3. Aux termes de l'article L. 277 du livre des procédures fiscales dans sa version applicable après le 1er janvier 2002 : " Le contribuable qui conteste le bien-fondé ou le montant des impositions mises à sa charge peut, s'il en a expressément formulé la demande dans sa réclamation et précisé le montant ou les bases du dégrèvement auquel il estime avoir droit, être autorisé à différer le paiement de la partie contestée de ces impositions et des pénalités y afférentes. Le sursis de paiement ne peut être refusé au contribuable que s'il n'a pas constitué auprès du comptable les garanties propres à assurer le recouvrement de la créance du Trésor (...). A défaut de constitution de garanties ou si les garanties offertes sont estimées insuffisantes, le comptable peut prendre des mesures conservatoires pour les impôts contestés. L'exigibilité de la créance et la prescription de l'action en recouvrement sont suspendues jusqu'à ce qu'une décision définitive ait été prise sur la réclamation soit par l'administration, soit par le tribunal compétent (...) ". Aux termes de l'article R. 277-1 du même livre : " Le comptable compétent invite le contribuable qui a demandé à différer le paiement des impositions à constituer les garanties prévues à l'article L. 277. Le contribuable dispose d'un délai de quinze jours à compter de la réception de l'invitation formulée par le comptable pour faire connaître les garanties qu'il s'engage à constituer. (...) Si le comptable estime ne pas pouvoir accepter les garanties offertes par le contribuable parce qu'elles ne répondent pas aux conditions prévues au deuxième alinéa, il lui notifie sa décision par lettre recommandée ".

4. Le ministre soutient que le tribunal a fait une application erronée de l'article L. 277 du livre des procédures fiscales en vertu duquel le délai de prescription de l'action en recouvrement est suspendu jusqu'à ce qu'une décision définitive soit prise sur la réclamation soit par l'administration, soit par le tribunal compétent et que le sursis de paiement est de droit et ce alors même que le redevable n'a pas constitué de garanties.

5. M. B... fait valoir en défense que le courrier du 26 septembre 2011 ne peut constituer une réclamation contentieuse avec demande de sursis de paiement et que par conséquent, en 1'absence de sursis, les créances sont prescrites.

6. Toutefois, l'objet même du courrier du 26 septembre 2011 est clairement identifié par la mention " contentieux et demande de sursis de paiement ", cette demande intervient après la mise en recouvrement des impositions à l'issue du contrôle fiscal et M. B... y sollicite expressément le bénéfice du sursis de paiement. Par conséquent, ce courrier ne peut être regardé comme un élément de dialogue du contrôle fiscal mais constitue une réclamation assortie du sursis de paiement.

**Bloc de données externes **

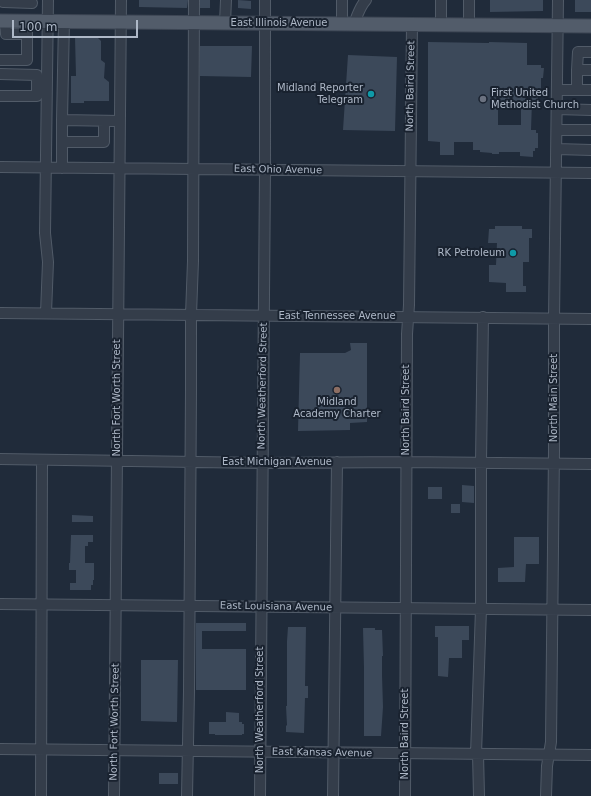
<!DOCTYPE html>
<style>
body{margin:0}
#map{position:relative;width:591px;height:796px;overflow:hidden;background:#202b3a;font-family:"DejaVu Sans",sans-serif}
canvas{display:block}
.scale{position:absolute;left:12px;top:20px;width:126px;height:18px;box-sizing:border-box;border:2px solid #aeb8c7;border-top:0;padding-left:5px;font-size:12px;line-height:14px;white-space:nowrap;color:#aeb8c7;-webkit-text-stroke:3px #19222f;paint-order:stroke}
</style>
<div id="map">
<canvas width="591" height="796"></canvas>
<div class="scale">100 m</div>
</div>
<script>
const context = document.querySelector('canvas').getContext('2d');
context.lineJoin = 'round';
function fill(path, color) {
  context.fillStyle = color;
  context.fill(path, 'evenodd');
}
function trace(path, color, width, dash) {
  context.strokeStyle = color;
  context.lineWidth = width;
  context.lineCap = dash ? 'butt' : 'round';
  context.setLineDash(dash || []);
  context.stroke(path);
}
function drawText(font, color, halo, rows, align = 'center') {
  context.font = font + ' "DejaVu Sans",sans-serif';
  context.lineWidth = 4;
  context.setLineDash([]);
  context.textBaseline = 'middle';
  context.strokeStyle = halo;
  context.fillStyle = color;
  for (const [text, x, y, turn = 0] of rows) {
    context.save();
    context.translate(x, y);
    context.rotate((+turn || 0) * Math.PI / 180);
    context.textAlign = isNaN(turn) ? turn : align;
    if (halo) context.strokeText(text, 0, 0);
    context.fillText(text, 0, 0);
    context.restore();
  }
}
fill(new Path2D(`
 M139,0h49l-1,8 -48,-1z
 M200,0h10v8h-10z
 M238,0l13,1v8l-13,-1z
 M490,0h53v11l-53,1z
 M575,0h16v12h-16z
 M75,37h22l4,4v19l4,3 -1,15 5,4v19h-25v2h-13v-27h5z
 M428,42l61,1v-1l38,1v22h14v3h3l-1,10h-2v19h-3v4h-6l-1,29h5v3h2v15h-3v3h-2v6l-13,-1v-4h-21v2h-7v-1l-12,-1v-2h-7v-8h-19v13h-14v-13l-12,-1zM498,101h23v24h-23z
 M200,46h52l-1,31 -51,-1z
 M348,55l49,2 -2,74 -52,-1z
 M495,226h27v3h10v9h-3v24h-6v24h3v6h-20v-9l-17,-1v-17h7l1,-22h-9l1,-14h6z
 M350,343h17v79l-17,1v7l-52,1 2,-78h45l6,-3z
 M462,485l12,1v17l-12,-1z
 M428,487h14v12h-14z
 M451,504h9v9h-9z
 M72,515l21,1v6h-21z
 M71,535h22v7h-5v4h-3v17h9v17h-1v5h-2v5h-21v-7h6v-13h-7v-7h1z
 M514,537h25v27h-13l-1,18h-27v-14l16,-1z
 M196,623h50v8h-44v18h44v41h-50z
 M435,626h34v14h-7v18h-13l-1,19 -10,-1v-39h-3z
 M288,627h18l-1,59h3v12h-3l-1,35 -18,-1v-6l1,-1 -1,-19h1v-65z
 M363,628h12v2h7l1,26h-1v19l1,32 -2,29h-17v-68z
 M141,660h37l-1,62 -36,-1z
 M226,712l13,1v9h3v2h2v10h-2v1h-27v-1h-6v-12h17z
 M159,773h19v11h-19z`), '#3c495a');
const minor = new Path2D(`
 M2,0l1,2h1l28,1
 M469,0v25
 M5,21l1,13h21
 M225,23l1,-23
 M342,24v-24
 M354,24c3,-8 6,-18 12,-24
 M441,24v-24
 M0,60h27v-39
 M577,70l1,-18h13
 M0,74l37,1v21h-37
 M557,90h34
 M577,90v-20h14
 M557,109l34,1
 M62,120l2,-99
 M557,130h34
 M62,142h42v-21
 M557,149l34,1
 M0,167l591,6
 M62,168v-48l58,1
 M0,313l591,6
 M46,313l2,-51 -3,-29 3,-233
 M0,459l262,4 144,-1 185,2
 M0,604l591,6
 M0,749l591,6
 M476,754l5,-145v-147l2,-145
 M478,754l1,42
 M41,796l1,-336
 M114,796l7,-796
 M187,796l2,-105 2,-301v-75l2,-54 1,-261
 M260,796l5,-626v-170
 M333,796l4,-334
 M405,796l2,-462 2,-29 3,-281
 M546,796l1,-30 4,-24 3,-292v-131l4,-319`);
const major = new Path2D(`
 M0,21l591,5`);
trace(minor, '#515b68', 12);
trace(major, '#3d4654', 15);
trace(minor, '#343d4a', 10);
trace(major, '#525c6a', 13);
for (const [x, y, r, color] of [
 [371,94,4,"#0f9aa8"],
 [483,99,4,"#6b7280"],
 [513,253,4,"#0f9aa8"],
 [337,390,4,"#8d6e63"]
]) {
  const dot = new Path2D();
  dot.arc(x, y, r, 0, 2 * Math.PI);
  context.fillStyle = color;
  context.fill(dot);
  trace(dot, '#19222f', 1.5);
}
drawText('10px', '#aeb8c7', '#19222f', [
 ["East Illinois Avenue",279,23],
 ["North Baird Street",411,86,-89],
 ["East Ohio Avenue",278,170,1],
 ["East Tennessee Avenue",337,316],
 ["North Weatherford Street",263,386,-89],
 ["North Fort Worth Street",117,398,-90],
 ["North Main Street",554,398,-90],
 ["North Baird Street",406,410,-90],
 ["East Michigan Avenue",277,462],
 ["East Louisiana Avenue",276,607,1],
 ["North Weatherford Street",260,710,-90],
 ["North Fort Worth Street",115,722,-89],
 ["North Baird Street",405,734,-90],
 ["East Kansas Avenue",322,753,1]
]);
drawText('10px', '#aeb8c7', '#19222f', [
 ["Midland Reporter",363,88],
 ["Telegram",363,100],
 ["First United",491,93,"left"],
 ["Methodist Church",491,105,"left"],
 ["RK Petroleum",505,253],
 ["Midland",337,402,"center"],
 ["Academy Charter",337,414,"center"]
], 'right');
</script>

7. Contrairement à ce que soutient M. B..., cette réclamation mentionne l'imposition contestée, contient 1'exposé sommaire des moyens et des conclusions en indiquant que 1'envoi des pièces de procédures du contrôle a été effectué à une adresse autre que son adresse habituelle et que par conséquent, il n'a pas pu se présenter aux convocations et porte sa signature manuscrite conformément aux dispositions de l'article R 197-3 du livre des procédures fiscales. Les circonstances que les avis d'imposition n'étaient pas joints ou que ce courrier n'a pas été adressé au service territorial dont dépend l'imposition, ne sont pas de nature à entacher la recevabilité de la réclamation dès lors que le service instructeur peut obtenir les avis d'imposition auprès de la brigade de vérification et que le service, saisi d'une réclamation qui ne lui est pas destinée, est tenu de la transmettre au service compétent.

8. La circonstance que l'administration n'a pas accusé réception de cette réclamation en adressant un récépissé au contribuable, conformément aux dispositions de l'article R. 190-1 du livre des procédures fiscales, est sans incidence sur la nature du courrier.

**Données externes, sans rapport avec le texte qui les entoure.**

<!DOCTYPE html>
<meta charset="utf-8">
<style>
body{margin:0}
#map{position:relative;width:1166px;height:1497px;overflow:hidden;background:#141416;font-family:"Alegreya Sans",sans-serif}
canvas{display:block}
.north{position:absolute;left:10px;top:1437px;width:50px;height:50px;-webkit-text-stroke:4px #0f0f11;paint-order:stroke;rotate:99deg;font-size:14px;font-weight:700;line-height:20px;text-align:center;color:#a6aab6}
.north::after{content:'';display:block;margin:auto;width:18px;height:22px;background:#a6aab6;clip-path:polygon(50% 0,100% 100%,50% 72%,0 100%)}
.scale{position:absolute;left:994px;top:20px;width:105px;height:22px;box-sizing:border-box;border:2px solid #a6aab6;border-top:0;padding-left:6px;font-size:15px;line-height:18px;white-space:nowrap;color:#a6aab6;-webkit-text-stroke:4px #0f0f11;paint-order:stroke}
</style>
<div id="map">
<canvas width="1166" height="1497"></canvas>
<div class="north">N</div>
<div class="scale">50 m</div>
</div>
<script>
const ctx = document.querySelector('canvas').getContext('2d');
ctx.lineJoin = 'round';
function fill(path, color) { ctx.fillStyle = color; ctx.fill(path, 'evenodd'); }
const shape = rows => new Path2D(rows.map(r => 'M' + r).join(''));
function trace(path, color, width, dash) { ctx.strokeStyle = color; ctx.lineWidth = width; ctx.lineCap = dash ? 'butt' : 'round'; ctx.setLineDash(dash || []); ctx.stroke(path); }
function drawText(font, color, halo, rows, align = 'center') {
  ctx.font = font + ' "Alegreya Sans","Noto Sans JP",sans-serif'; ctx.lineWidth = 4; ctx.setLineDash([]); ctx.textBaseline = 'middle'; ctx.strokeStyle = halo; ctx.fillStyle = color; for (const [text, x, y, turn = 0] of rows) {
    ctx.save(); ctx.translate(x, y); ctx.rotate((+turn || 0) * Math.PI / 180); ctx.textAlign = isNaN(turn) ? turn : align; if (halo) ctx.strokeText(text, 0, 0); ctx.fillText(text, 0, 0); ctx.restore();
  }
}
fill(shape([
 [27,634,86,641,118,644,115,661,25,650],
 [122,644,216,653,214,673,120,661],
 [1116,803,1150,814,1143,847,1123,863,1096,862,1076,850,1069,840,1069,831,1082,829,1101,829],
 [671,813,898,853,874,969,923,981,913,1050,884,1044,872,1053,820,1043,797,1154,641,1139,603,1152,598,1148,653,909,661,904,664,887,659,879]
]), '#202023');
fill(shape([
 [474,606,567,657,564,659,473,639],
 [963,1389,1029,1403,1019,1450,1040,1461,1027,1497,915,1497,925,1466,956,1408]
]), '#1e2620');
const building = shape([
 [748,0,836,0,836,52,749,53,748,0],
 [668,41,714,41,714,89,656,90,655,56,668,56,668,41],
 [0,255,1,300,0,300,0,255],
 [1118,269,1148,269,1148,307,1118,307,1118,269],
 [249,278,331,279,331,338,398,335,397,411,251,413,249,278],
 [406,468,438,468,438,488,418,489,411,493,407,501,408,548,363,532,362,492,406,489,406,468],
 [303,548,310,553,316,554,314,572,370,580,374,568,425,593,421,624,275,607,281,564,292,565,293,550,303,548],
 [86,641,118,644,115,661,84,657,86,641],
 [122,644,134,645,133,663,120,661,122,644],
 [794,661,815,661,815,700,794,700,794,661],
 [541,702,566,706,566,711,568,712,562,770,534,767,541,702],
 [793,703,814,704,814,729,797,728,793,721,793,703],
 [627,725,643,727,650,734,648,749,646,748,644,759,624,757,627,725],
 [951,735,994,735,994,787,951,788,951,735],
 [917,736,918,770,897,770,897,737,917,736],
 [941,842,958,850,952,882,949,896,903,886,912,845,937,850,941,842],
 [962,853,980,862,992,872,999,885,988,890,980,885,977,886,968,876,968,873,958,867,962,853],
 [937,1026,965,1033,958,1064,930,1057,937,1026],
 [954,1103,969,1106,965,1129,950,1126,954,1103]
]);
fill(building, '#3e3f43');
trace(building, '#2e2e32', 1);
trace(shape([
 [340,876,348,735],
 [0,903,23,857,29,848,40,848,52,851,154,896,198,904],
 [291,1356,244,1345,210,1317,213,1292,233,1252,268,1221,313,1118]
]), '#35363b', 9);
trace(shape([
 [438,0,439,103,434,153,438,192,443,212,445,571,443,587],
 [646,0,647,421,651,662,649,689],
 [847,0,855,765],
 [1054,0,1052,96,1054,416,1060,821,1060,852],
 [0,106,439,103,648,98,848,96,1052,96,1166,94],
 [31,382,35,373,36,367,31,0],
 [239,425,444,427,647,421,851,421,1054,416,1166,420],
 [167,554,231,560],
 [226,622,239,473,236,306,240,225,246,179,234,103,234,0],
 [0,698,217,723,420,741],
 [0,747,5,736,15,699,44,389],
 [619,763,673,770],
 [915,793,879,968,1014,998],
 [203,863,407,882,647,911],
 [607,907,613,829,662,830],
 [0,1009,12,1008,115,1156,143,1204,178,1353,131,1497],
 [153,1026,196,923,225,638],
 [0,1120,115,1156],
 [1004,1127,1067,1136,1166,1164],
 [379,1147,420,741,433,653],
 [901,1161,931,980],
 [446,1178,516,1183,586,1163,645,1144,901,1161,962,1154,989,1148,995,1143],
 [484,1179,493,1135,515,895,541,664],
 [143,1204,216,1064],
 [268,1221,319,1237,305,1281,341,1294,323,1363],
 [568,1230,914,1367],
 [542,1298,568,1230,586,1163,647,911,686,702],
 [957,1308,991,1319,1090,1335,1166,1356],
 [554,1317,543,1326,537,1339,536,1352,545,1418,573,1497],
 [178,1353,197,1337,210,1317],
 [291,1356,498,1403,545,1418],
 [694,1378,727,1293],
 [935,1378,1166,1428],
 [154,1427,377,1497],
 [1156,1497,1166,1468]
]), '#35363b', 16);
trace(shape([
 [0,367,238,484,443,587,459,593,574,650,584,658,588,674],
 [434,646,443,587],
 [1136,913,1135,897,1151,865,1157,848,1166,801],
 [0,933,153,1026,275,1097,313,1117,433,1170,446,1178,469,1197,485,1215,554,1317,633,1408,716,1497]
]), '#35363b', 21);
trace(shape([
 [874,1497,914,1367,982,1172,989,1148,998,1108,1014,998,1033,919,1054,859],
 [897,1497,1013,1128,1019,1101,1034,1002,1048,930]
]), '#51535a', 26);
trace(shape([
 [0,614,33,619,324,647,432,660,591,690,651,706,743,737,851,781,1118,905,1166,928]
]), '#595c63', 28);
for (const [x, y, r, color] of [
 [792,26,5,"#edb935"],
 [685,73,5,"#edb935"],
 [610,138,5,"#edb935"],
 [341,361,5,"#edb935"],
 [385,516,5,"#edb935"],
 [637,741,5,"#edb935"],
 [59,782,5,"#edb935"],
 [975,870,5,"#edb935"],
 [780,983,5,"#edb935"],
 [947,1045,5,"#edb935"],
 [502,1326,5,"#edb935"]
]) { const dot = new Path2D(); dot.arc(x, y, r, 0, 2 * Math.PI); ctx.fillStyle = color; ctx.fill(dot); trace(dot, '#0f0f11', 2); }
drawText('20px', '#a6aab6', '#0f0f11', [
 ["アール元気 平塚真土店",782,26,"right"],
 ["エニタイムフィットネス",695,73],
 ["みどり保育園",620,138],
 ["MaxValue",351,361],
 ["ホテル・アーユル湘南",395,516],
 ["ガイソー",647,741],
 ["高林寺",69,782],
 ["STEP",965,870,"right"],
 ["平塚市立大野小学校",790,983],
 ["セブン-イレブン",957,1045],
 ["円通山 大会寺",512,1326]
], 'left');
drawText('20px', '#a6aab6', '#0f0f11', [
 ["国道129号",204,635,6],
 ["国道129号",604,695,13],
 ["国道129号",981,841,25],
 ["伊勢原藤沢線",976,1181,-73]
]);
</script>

9. Enfin, la circonstance que l'administration n'a pas statué sur la réclamation de M. B... dans les délais prévus à l'article R. 198-10 du livre des procédures fiscales, pour regrettable qu'elle soit, est sans incidence sur sa régularité.

10. Il résulte de ce qui précède que M. B... a déposé une réclamation assortie d'une demande de sursis de paiement le 26 septembre 2011, reçue par le centre des finances publiques le 18 octobre 2011. Eu égard aux dispositions de l'article L. 277 du livre des procédures fiscales issues de la loi n° 2001-1275 du 28 décembre 2001 de finances pour 2002, entrées en vigueur le 1er janvier 2002, cette demande a eu pour effet de suspendre l'action en recouvrement à compter du 18 octobre 2001 et jusqu'à la notification, le 10 décembre 2015, du rejet de cette réclamation. Contrairement à ce qu'a jugé le tribunal, la circonstance que M. B... n'a pas constitué de garanties dans le délai de quinze jours qui lui a été imparti pour le faire par courrier du trésorier en date du 1er décembre 2011 est sans incidence, dès lors qu'il résulte des dispositions de l'article L. 277 du livre des procédures fiscales applicables à partir du 1er janvier 2002 qu'en cas de défaut de constitution de garanties, l'exigibilité de la créance et, partant, la prescription de l'action en recouvrement, restent suspendues, jusqu'à ce qu'une décision définitive ait été prise sur la réclamation soit par l'administration, soit par le tribunal compétent. Ainsi, à la date d'établissement des avis à tiers détenteur litigieux du 4 avril 2016, le délai de quatre ans, qui avait recommencé à courir à la date à laquelle la décision du 10 novembre 2015 rejetant sa réclamation du 26 septembre 2011 a acquis un caractère définitif, n'était pas écoulé et la prescription n'était pas acquise au contribuable. Par suite, le ministre de l'action et des comptes publics est fondé à soutenir que c'est à tort que le tribunal, par le jugement attaqué, a déchargé M. B... de l'obligation de payer les cotisations supplémentaires d'impôt sur le revenu et de contributions sociales des années 2006 et 2007 au motif que l'action en recouvrement était prescrite.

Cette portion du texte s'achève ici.